Huntley School District 158 among 10 in state selected for competency-based pilot program

HUNTLEY – The amount students learn isn’t necessarily related to how many hours they sit in a classroom, said Erika Schlichter, Huntley School District 158 chief academic officer.

Starting during the 2018-19 school year, Huntley High School will implement a program where students are evaluated and advanced based on their mastery of specific skills rather than on seat time.

District 158 is among 10 school districts in the state chosen to participate in Illinois’ Competency-Based High School Graduation Requirements Pilot Program, according to a news release from the district.

“We’re trying to knock down the walls of traditional education and be leaders in educational reform,” Principal Scott Rowe said. 

The school’s blended learning program, which allows a student to learn in part at a brick-and-mortar facility, as well as through online delivery, started at the school in 2011 to give students options on how they can learn, Rowe said.

The new program is a step up from that, he said.

Although details on how the program will be implemented still are being determined, the initial plan would be for about 100 to 150 juniors and seniors to participate, Rowe said.

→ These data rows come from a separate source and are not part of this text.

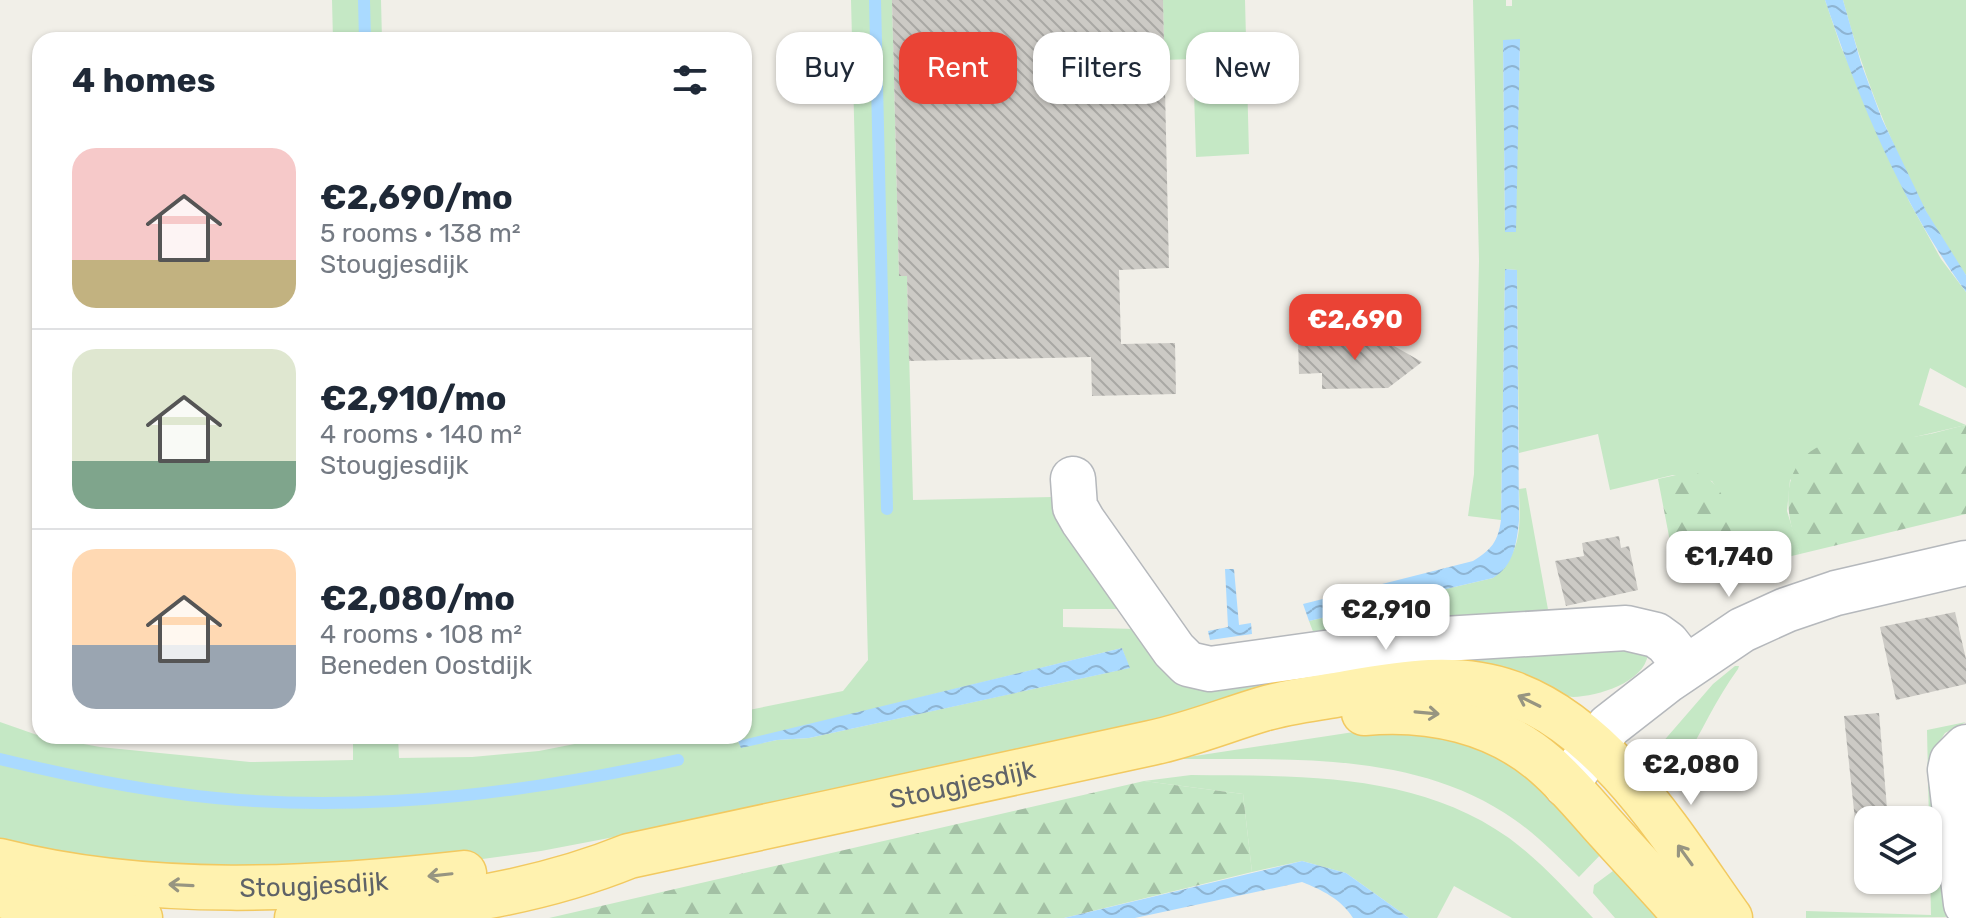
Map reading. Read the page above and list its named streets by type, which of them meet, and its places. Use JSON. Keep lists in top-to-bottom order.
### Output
{
  "streets": {
    "main road": ["Stougjesdijk"]
  },
  "page": {
    "chip": [
      "Buy",
      "Rent",
      "Filters",
      "New"
    ],
    "heading": "4 homes",
    "list": [
      {
        "name": "€2,690/mo",
        "note": "5 rooms · 138 m² · Stougjesdijk"
      },
      {
        "name": "€2,910/mo",
        "note": "4 rooms · 140 m² · Stougjesdijk"
      },
      {
        "name": "€2,080/mo",
        "note": "4 rooms · 108 m² · Beneden Oostdijk"
      }
    ],
    "price": [
      "€2,690",
      "€1,740",
      "€2,910",
      "€2,080"
    ]
  }
}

The goal of the program is to let students work at a personalized pace, Rowe said. Teachers will aim to guide students’ progress and offer seminar-like instruction, and students can demonstrate mastery of learning standards across subject areas rather than completing courses. 

For example, Rowe said, a student could receive credit in multiple areas if he or she completes a project that requires math, history and English skills. Or if a student has an internship, he or she could receive school credit for it, he said. 

“An accelerated student can move faster than the pace of a traditional class,” Rowe said, adding that someone who struggles in one topic can focus on that subject longer. 

A committee of teachers and administrators is working on determining the logistics of the program, including how to determine whether a student shows proficiency in a certain standard, Rowe said. 

The state allows schools flexibility in how they choose to run their program, Rowe said, and there are no set plans on what will happen after the pilot program ends. 

“I don’t envision it happening for a year and then disappearing,” Rowe said. 

No state funding is given to the school through the pilot program, Schlichter said, so any costs would have to be added to the district’s normal budgeting process next year.